For the entries below, print exactly the lines between the line holding "for (const [x, y, r, color]" and the line holding "2 * Math.PI);", inclusive, and nothing else.

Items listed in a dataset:
^^^^^^^^^^^^^^^^
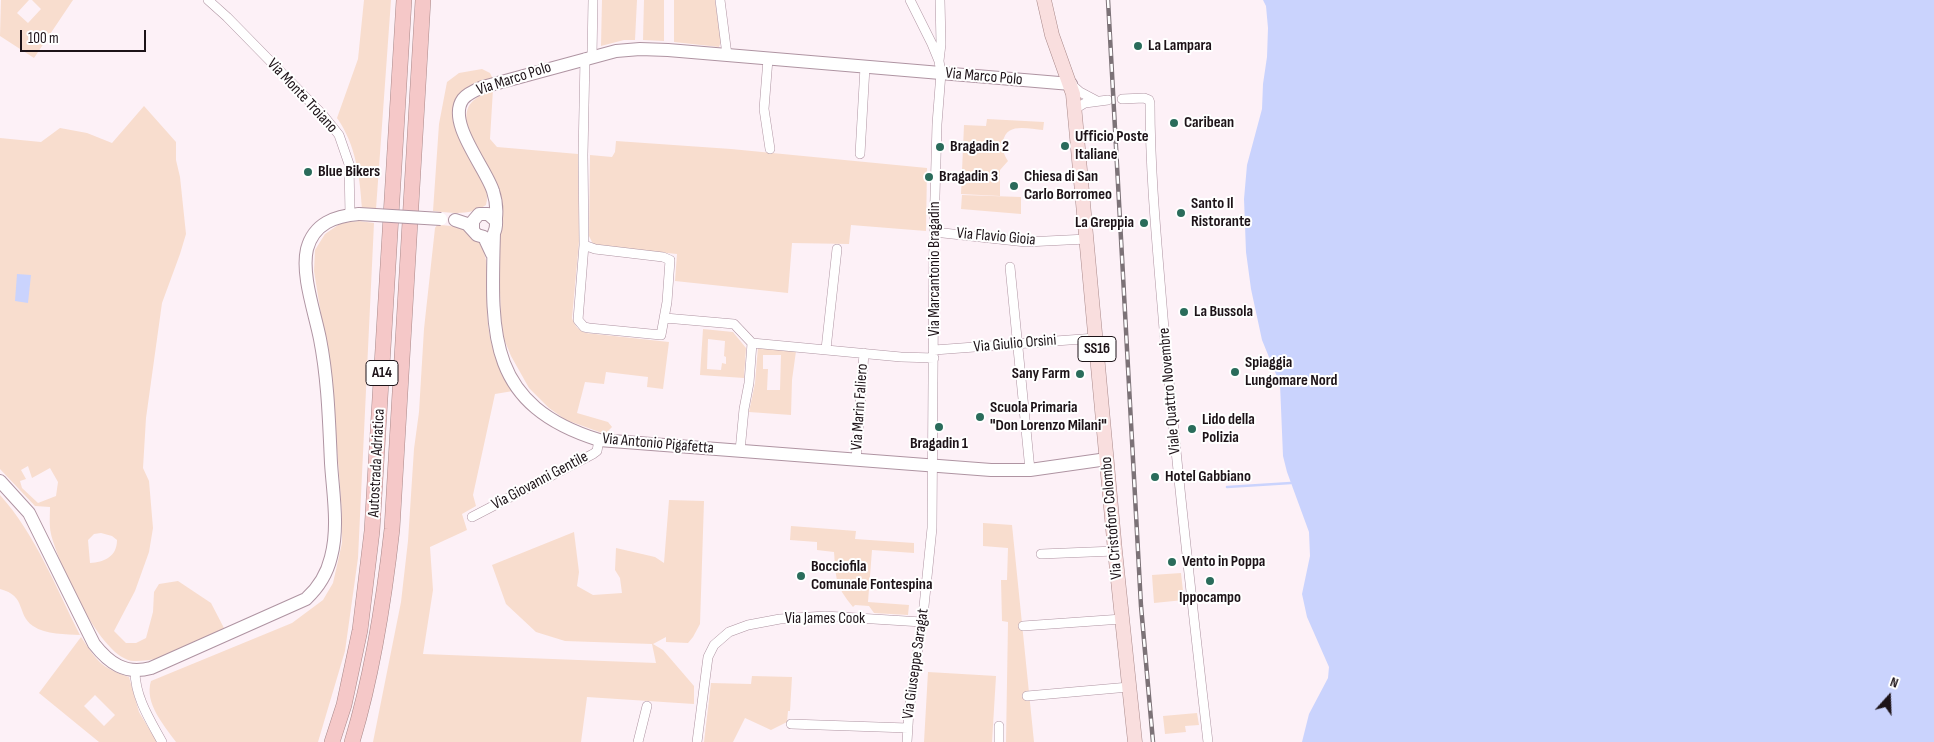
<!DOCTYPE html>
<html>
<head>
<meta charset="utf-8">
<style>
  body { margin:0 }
  #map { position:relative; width:1934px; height:742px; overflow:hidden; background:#fdf1f7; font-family:"Sofia Sans Condensed",sans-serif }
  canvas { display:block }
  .north { position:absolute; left:1864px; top:672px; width:50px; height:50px; -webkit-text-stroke:4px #fff; paint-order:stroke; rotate:20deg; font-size:14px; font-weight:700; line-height:20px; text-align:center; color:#1d1318 }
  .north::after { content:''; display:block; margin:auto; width:18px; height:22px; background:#1d1318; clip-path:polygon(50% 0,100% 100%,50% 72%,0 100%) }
  .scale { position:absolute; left:20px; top:30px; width:126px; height:22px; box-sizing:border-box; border:2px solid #1d1318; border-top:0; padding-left:6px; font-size:15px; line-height:18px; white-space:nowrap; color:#1d1318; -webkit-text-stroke:4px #fff; paint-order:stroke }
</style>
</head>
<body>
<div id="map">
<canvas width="1934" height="742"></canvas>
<div class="north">N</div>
<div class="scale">100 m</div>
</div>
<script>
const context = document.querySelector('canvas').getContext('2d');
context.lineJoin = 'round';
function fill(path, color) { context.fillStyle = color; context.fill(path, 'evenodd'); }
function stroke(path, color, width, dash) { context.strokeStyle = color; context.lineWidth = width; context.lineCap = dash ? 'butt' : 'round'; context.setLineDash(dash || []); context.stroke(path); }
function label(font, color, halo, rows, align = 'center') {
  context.font = font + ' "Sofia Sans Condensed",sans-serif'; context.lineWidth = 4; context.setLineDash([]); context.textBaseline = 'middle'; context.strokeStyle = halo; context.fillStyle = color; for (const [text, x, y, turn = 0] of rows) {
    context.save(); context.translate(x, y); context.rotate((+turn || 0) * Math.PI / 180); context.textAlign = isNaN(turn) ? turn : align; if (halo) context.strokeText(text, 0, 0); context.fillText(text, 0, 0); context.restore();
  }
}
fill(new Path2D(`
  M1 0H29L17 13 28 23 41 9 32 0H73L34 58 0 36Z
  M364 0H391L376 209H362C360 177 356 145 337 118L358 59Z
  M602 0H637L635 40H624L601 46Z
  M644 0H664V41L643 40Z
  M674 0H715L721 42 719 47 674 42Z
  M482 69 490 73 493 79 454 106C454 111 453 117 454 122 459 147 494 181 486 205 470 216 452 213 433 211L439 124 447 82 459 73Z
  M493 89 490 139 497 147 578 154 579 242 572 318C575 326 578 330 586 333L669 342 663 389 647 387 648 377 606 372 604 384 585 382 577 413 608 422 612 427 605 434 566 420 549 408 529 388 511 356 504 339 501 318 498 242 502 226 501 220 467 132C464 104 469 101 493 89Z
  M144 106 176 142V160L180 177 186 234 180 254 162 303 146 418 143 468 149 481 153 528 149 552 135 591 114 631 126 643H136L146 638 153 612 154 592 159 584 178 581 211 603 225 630C196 642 166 662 134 661 101 660 58 563 51 534 49 525 50 515 50 507L35 506 0 469V138L41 142 60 128 87 133 112 143ZM28 466 32 478 50 468 58 482 56 496 38 503 22 488 20 481 26 479 21 470ZM101 533 112 536 117 540C117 557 104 562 90 563L88 540 94 534Z
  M987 119 1044 122 1043 130C1028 129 1006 122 1003 142 1002 149 1004 155 1008 161L1000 170V196L961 194 964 125 986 126Z
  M616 141 731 149 927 168 926 231 851 225 849 244 792 243 788 293 675 281 677 254 598 246 593 244 589 236 590 155 612 157 615 152Z
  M962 195 1021 197V214L961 209Z
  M359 221 374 223 358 558 345 651 318 742H176C164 725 144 703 151 681L292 623 323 600 333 583 342 543V513L332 383 314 271 315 250 325 234 341 223Z
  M437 225C506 226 482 285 489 331 492 353 502 373 513 391L495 394 473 495 476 506 462 514 467 530 430 547 433 590 423 654 656 663 652 644 565 641 536 632 506 604 492 565 574 532 579 572 577 586 593 595 622 593 620 578 615 570 616 548 655 557 664 563 669 500 704 501 700 624 693 637 688 643 666 642V637L653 644 663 650 694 686V704L587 697 581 742H373L401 602 408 541 414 449 419 412 424 329 435 228Z
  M703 329 733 332 746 348 744 378 700 375ZM708 339 725 341 724 356 726 357V364L722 363 721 370 707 369Z
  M758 347 796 351 792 380 791 415 749 412 755 383ZM763 355H781L780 390H767L768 369H763Z
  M0 495C36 535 56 588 80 635 66 634 46 635 33 626 16 614 27 596 0 589Z
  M983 523 1012 525 1034 742H1006L1008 622 1002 621 1001 580H1007L1008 548 983 546Z
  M791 526 856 531 855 539 914 543V553L872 550 868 602 909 605 908 615 874 613 869 606 855 605 853 607C835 585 836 579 834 552L817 550V542L790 540Z
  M1181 573 1184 600 1154 603 1152 575Z
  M81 637C97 661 101 668 129 677L139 712 157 742H99L39 693ZM95 695 115 715 104 726 84 706Z
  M928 672 996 676 992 742H924Z
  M752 676 792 677 790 711H788L787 722 771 730 745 718 733 742H704L711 683 751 684Z
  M1197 713 1199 725 1185 726 1186 732 1165 734 1163 716Z`), '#f8ddce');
fill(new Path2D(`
  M1263 0H1934V742H1302L1309 714 1328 678 1329 667 1307 617 1302 594 1310 556 1309 532 1287 472 1283 456 1280 384 1262 340 1251 289 1246 252 1244 199 1247 165 1262 109 1263 84 1267 57 1268 28 1266 6Z
  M17 274 31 275 28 303 15 301Z`), '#cad3fd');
stroke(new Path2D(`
  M1227 487 1291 483`), '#cad3fd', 2.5);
const street = new Path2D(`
  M208 0 227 17 323 115 339 135 349 164 350 215
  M720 0 727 55
  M592 56 593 0
  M768 59 764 109 770 149
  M939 61 941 44 940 0
  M1071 84 1080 92 1097 101
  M1122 99 1144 98 1149 100 1150 103C1150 178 1158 254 1164 329 1177 467 1192 604 1208 742
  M1075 109 1085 103 1108 100
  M860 154 865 67
  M934 232 1026 242 1087 239
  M584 245 595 249 663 257 670 260 667 302 661 335 589 328 584 327 578 320 584 245 583 155 585 58
  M1010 267 1030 470
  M665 318 734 324 752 343
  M752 343 901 357 934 358
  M826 349 837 249
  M934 350 1096 338
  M740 451 744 409 749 383 752 343
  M856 460 864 353
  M472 517 593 454 597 451 599 440
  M1041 554 1115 551
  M1023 626 1122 619
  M135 671C135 697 150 720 162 742
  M1027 696 1129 687
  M791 724 908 728
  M638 742 647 706
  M697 742 708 657 714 645 729 632 748 625 780 619 825 616 922 622
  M907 742 909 710 923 616 932 528 934 232 937 124 941 73 939 61 932 44 910 0
  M999 742V726`);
const secondary = new Path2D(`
  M1071 84 668 50 640 49 616 51 483 87C476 90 468 93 463 99 446 122 486 168 493 191 496 200 497 209 496 218 496 223 497 227 494 233 491 334 487 405 599 440L991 470H1030L1107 459
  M455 220 467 224 477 235 484 237 492 254
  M473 230V221L479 214H488L496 221
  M0 481 29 513 94 644C109 663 125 675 151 668L306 599C319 587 327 574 331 557 339 527 333 494 331 463 329 421 328 380 320 339 315 313 301 275 307 249 314 223 335 216 359 214`);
const primary = new Path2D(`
  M1044 0 1052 35 1073 94 1115 551 1135 742`);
const highway = new Path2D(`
  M332 742 344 705 360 630 372 531 404 0
  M352 742C373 673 384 601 392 529L423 0`);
stroke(street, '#af94a2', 10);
stroke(secondary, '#af94a2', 14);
stroke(primary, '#a9898a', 15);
stroke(highway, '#a9898a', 16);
stroke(street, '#fff', 9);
stroke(secondary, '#fff', 12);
stroke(primary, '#f9dede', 14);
stroke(highway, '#f5c8c8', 15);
const rail = new Path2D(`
  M1108 0 1141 606 1153 742`);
stroke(rail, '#7c7277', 4.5);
stroke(rail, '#fff', 2.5, [8]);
const secondaryBridge = new Path2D(`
  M359 214 441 219`);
stroke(secondaryBridge, '#af94a2', 14, []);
stroke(secondaryBridge, '#fff', 12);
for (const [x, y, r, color] of [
  [1138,46,5,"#2a6c5b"],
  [1174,123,5,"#2a6c5b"],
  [1065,146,5,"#2a6c5b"],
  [940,147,5,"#2a6c5b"],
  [308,172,5,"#2a6c5b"],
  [929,177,5,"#2a6c5b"],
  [1014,186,5,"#2a6c5b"],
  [1181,213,5,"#2a6c5b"],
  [1144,223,5,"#2a6c5b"],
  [1184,312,5,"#2a6c5b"],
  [1235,372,5,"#2a6c5b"],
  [1080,374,5,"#2a6c5b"],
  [980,417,5,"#2a6c5b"],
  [939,427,5,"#2a6c5b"],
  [1192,429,5,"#2a6c5b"],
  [1155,477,5,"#2a6c5b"],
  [1172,562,5,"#2a6c5b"],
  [801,576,5,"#2a6c5b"],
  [1210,581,5,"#2a6c5b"]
]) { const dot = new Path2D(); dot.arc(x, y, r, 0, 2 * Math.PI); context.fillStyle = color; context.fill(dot); stroke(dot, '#fff', 2); }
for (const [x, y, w] of [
  [1097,349,38],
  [382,373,32]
]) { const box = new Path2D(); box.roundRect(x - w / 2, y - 12.5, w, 25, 4); context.fillStyle = '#fff'; context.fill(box); stroke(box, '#1d1318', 1); }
label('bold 15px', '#1d1318', null, [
  ["SS16",1097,349],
  ["A14",382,373]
]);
label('bold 16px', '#1d1318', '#fff', [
  ["La Lampara",1148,46],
  ["Caribean",1184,123],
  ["Ufficio Poste",1075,137],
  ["Italiane",1075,155],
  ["Bragadin 2",950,147],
  ["Blue Bikers",318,172],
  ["Bragadin 3",939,177],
  ["Chiesa di San",1024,177],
  ["Carlo Borromeo",1024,195],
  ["Santo Il",1191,204],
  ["Ristorante",1191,222],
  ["La Greppia",1134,223,"right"],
  ["La Bussola",1194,312],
  ["Spiaggia",1245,363],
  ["Lungomare Nord",1245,381],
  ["Sany Farm",1070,374,"right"],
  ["Scuola Primaria",990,408],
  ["\"Don Lorenzo Milani\"",990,426],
  ["Lido della",1202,420],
  ["Polizia",1202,438],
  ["Bragadin 1",939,444,"center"],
  ["Hotel Gabbiano",1165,477],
  ["Vento in Poppa",1182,562],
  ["Bocciofila",811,567],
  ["Comunale Fontespina",811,585],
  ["Ippocampo",1210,598,"center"]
], 'left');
label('16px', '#1d1318', '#fff', [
  ["Via Marco Polo",984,77,5],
  ["Via Marco Polo",514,79,-18],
  ["Via Monte Troiano",302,96,47],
  ["Via Flavio Gioia",996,237,5],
  ["Via Marcantonio Bragadin",935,269,-90],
  ["Via Giulio Orsini",1015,344,-5],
  ["Viale Quattro Novembre",1170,391,-95],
  ["Via Marin Faliero",860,407,-86],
  ["Via Antonio Pigafetta",658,444,5],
  ["Autostrada Adriatica",377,463,-87],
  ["Via Giovanni Gentile",540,481,-28],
  ["Via Cristoforo Colombo",1112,518,-95],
  ["Via James Cook",825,619],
  ["Via Giuseppe Saragat",916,664,-82]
]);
</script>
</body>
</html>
^^^^^^^^^^^^^^^^
RESPONSE TO THIS EXERCISE =>
for (const [x, y, r, color] of [
  [1138,46,5,"#2a6c5b"],
  [1174,123,5,"#2a6c5b"],
  [1065,146,5,"#2a6c5b"],
  [940,147,5,"#2a6c5b"],
  [308,172,5,"#2a6c5b"],
  [929,177,5,"#2a6c5b"],
  [1014,186,5,"#2a6c5b"],
  [1181,213,5,"#2a6c5b"],
  [1144,223,5,"#2a6c5b"],
  [1184,312,5,"#2a6c5b"],
  [1235,372,5,"#2a6c5b"],
  [1080,374,5,"#2a6c5b"],
  [980,417,5,"#2a6c5b"],
  [939,427,5,"#2a6c5b"],
  [1192,429,5,"#2a6c5b"],
  [1155,477,5,"#2a6c5b"],
  [1172,562,5,"#2a6c5b"],
  [801,576,5,"#2a6c5b"],
  [1210,581,5,"#2a6c5b"]
]) { const dot = new Path2D(); dot.arc(x, y, r, 0, 2 * Math.PI); context.fillStyle = color; context.fill(dot); stroke(dot, '#fff', 2); }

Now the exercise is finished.